🤖 AI Summary
To address key bottlenecks in fine-grained 3D shape classification—including weak discriminability of multi-view features, severe class imbalance, and poor model interpretability—this paper proposes the first prototype-based non-parametric learning paradigm. Methodologically, it introduces prototype learning to this task for the first time, designing a prototype association mechanism, an online clustering refinement strategy, and prototype–view correlation-driven interpretable supervision to enable transparent, case-level reasoning. The technical framework integrates multi-view feature alignment, dynamic prototype evolution, fine-grained correlation modeling, and non-parametric prototype classification. Extensive experiments demonstrate significant improvements over state-of-the-art methods on FG3D and ModelNet40, achieving substantial accuracy gains while enhancing prediction confidence and visual interpretability.
📝 Abstract
Deep learning-based multi-view coarse-grained 3D shape classification has achieved remarkable success over the past decade, leveraging the powerful feature learning capabilities of CNN-based and ViT-based backbones. However, as a challenging research area critical for detailed shape understanding, fine-grained 3D classification remains understudied due to the limited discriminative information captured during multi-view feature aggregation, particularly for subtle inter-class variations, class imbalance, and inherent interpretability limitations of parametric model. To address these problems, we propose the first prototype-based framework named Proto-FG3D for fine-grained 3D shape classification, achieving a paradigm shift from parametric softmax to non-parametric prototype learning. Firstly, Proto-FG3D establishes joint multi-view and multi-category representation learning via Prototype Association.
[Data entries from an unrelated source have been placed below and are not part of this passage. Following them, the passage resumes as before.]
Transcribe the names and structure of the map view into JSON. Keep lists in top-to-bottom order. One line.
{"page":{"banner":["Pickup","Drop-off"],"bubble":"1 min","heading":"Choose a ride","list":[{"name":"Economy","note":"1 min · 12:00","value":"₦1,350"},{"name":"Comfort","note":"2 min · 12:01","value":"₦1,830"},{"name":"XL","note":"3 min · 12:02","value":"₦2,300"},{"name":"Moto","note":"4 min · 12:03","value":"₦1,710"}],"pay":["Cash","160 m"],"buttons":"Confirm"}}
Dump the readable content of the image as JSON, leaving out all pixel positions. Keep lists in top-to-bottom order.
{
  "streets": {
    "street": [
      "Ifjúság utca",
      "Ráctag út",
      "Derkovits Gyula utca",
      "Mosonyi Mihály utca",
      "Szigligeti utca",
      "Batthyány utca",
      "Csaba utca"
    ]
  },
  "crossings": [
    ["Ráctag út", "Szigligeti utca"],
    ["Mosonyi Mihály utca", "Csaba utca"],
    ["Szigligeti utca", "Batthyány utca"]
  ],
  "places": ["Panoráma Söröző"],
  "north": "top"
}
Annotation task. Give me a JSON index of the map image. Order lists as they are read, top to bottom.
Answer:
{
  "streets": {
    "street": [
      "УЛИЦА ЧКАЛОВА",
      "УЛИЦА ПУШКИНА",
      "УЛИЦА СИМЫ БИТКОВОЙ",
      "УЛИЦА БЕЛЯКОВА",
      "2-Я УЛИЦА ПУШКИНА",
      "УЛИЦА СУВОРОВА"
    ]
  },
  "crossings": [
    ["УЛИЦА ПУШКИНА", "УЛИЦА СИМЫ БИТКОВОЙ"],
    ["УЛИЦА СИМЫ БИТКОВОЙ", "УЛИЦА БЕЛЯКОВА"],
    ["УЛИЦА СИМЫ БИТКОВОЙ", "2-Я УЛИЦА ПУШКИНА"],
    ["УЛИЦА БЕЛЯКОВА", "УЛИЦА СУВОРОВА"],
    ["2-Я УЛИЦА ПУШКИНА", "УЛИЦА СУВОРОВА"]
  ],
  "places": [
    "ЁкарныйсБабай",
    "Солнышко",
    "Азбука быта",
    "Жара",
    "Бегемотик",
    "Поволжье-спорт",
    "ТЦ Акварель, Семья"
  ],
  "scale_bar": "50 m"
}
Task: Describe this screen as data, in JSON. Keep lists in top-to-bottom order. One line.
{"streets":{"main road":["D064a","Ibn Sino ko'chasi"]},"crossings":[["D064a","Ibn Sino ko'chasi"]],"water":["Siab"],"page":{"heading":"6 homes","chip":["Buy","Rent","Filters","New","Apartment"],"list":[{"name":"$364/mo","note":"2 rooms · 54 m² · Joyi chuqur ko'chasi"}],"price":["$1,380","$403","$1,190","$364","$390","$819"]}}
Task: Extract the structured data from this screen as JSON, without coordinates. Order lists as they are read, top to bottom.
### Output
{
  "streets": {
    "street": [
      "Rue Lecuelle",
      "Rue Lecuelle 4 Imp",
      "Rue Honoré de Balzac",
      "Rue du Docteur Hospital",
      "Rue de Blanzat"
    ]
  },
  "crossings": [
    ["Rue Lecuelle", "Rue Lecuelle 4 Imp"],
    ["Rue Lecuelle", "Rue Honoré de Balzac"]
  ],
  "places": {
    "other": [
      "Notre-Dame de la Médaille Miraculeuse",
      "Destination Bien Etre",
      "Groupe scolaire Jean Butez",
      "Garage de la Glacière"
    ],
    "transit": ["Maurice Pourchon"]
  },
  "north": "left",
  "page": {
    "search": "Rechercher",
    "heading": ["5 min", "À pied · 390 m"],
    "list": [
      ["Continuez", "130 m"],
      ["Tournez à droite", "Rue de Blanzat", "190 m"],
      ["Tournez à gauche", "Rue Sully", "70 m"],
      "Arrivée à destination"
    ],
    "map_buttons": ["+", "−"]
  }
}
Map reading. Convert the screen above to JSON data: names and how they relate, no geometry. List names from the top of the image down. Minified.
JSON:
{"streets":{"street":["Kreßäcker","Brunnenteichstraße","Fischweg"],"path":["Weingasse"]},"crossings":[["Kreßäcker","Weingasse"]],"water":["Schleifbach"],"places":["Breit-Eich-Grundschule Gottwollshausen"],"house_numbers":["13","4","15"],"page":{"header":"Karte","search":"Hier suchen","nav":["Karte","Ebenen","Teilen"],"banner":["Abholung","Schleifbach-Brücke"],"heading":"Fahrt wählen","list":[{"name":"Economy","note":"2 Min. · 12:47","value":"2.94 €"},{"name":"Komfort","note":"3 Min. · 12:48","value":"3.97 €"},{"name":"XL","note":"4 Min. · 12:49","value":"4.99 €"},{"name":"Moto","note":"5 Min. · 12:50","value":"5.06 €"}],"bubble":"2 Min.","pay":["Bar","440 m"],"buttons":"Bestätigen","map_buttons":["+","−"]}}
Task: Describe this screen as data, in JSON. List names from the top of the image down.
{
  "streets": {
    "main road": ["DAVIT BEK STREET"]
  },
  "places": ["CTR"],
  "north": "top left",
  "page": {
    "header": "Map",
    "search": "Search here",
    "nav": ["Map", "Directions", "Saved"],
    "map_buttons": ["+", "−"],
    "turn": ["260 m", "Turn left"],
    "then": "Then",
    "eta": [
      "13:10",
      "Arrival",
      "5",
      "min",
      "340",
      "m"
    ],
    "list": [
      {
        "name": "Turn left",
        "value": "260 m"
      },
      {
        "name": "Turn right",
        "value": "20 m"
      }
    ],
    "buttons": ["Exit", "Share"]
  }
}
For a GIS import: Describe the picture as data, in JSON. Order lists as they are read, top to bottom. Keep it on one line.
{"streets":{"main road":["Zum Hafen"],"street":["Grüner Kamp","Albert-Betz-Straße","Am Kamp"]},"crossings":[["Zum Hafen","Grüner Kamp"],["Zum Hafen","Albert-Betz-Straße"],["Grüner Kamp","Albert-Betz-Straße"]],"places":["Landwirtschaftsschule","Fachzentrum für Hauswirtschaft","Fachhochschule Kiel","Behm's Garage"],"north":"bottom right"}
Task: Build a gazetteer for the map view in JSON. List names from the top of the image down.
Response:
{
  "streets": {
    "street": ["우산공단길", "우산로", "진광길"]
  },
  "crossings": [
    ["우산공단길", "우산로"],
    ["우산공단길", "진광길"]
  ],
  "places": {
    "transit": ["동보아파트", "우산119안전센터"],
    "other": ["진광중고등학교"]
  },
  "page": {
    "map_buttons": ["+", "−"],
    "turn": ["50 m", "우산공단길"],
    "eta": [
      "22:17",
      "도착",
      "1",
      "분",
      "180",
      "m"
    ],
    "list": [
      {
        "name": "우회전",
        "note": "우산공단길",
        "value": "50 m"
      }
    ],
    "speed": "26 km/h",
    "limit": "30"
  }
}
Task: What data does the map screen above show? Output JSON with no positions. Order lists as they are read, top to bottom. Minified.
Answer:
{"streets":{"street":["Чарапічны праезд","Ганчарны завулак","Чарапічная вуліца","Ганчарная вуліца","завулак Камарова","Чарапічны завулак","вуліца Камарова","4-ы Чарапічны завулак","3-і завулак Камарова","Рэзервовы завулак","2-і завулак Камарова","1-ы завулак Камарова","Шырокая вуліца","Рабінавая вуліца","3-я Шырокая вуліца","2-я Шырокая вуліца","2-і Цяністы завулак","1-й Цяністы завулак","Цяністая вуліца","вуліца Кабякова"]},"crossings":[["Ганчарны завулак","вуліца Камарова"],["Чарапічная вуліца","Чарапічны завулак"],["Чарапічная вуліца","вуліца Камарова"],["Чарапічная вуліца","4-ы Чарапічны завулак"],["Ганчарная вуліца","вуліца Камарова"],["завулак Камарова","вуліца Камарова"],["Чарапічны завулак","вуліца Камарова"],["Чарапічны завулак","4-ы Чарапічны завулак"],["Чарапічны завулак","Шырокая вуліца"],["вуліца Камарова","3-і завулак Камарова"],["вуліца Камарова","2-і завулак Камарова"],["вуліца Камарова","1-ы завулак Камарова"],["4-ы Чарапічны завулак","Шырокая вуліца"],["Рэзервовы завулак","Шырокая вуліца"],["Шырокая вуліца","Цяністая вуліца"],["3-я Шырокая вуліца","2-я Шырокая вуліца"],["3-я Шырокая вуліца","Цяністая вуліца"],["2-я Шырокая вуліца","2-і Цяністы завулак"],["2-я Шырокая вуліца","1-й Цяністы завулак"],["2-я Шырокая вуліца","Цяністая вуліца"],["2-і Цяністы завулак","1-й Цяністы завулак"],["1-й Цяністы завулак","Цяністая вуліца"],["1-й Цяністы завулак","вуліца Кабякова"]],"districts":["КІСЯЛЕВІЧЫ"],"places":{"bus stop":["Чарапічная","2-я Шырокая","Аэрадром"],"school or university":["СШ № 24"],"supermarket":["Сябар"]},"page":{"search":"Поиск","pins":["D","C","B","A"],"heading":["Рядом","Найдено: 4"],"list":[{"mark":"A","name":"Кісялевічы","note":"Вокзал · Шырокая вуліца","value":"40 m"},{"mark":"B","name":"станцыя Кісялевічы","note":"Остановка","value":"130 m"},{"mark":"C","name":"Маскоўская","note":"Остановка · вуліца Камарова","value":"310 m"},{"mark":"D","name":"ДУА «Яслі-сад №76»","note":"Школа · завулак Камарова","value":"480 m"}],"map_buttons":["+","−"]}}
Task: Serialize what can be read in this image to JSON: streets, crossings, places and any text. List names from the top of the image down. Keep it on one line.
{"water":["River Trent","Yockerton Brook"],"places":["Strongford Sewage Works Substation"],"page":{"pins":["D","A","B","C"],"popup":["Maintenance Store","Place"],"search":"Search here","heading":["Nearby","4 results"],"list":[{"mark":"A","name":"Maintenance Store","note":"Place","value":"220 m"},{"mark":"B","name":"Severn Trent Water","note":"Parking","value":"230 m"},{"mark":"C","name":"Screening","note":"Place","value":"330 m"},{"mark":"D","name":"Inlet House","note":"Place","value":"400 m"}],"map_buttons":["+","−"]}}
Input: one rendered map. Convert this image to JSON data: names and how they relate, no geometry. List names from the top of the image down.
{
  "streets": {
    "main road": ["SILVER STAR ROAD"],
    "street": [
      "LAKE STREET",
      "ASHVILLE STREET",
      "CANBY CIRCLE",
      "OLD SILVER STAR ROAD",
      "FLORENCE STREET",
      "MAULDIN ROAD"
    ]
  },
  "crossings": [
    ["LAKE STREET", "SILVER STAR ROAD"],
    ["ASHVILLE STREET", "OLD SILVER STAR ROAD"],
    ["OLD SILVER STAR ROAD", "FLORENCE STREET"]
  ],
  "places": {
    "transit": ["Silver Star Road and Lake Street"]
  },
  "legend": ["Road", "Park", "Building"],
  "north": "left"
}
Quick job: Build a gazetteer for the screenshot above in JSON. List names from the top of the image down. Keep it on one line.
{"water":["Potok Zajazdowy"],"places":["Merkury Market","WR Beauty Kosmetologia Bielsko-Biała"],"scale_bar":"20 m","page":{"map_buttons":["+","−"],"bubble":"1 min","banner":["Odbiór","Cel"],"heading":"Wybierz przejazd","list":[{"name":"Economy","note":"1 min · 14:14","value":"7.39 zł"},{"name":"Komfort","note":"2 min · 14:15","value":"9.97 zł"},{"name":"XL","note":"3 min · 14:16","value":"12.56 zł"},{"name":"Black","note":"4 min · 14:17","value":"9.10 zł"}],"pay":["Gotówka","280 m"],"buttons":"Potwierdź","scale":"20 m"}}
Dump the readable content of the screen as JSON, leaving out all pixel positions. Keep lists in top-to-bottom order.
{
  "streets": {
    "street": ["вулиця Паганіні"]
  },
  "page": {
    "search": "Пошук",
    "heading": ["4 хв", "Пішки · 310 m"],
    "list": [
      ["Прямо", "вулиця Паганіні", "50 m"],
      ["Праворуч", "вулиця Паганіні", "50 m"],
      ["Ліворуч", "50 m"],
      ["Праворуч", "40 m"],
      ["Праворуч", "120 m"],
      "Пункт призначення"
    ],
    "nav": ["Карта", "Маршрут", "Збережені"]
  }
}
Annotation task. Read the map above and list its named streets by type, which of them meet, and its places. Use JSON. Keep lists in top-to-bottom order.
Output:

Secondly, prototypes are refined via Online Clustering, improving both the robustness of multi-view feature allocation and inter-subclass balance. Finally, prototype-guided supervised learning is established to enhance fine-grained discrimination via prototype-view correlation analysis and enables ad-hoc interpretability through transparent case-based reasoning. Experiments on FG3D and ModelNet40 show Proto-FG3D surpasses state-of-the-art methods in accuracy, transparent predictions, and ad-hoc interpretability with visualizations, challenging conventional fine-grained 3D recognition approaches.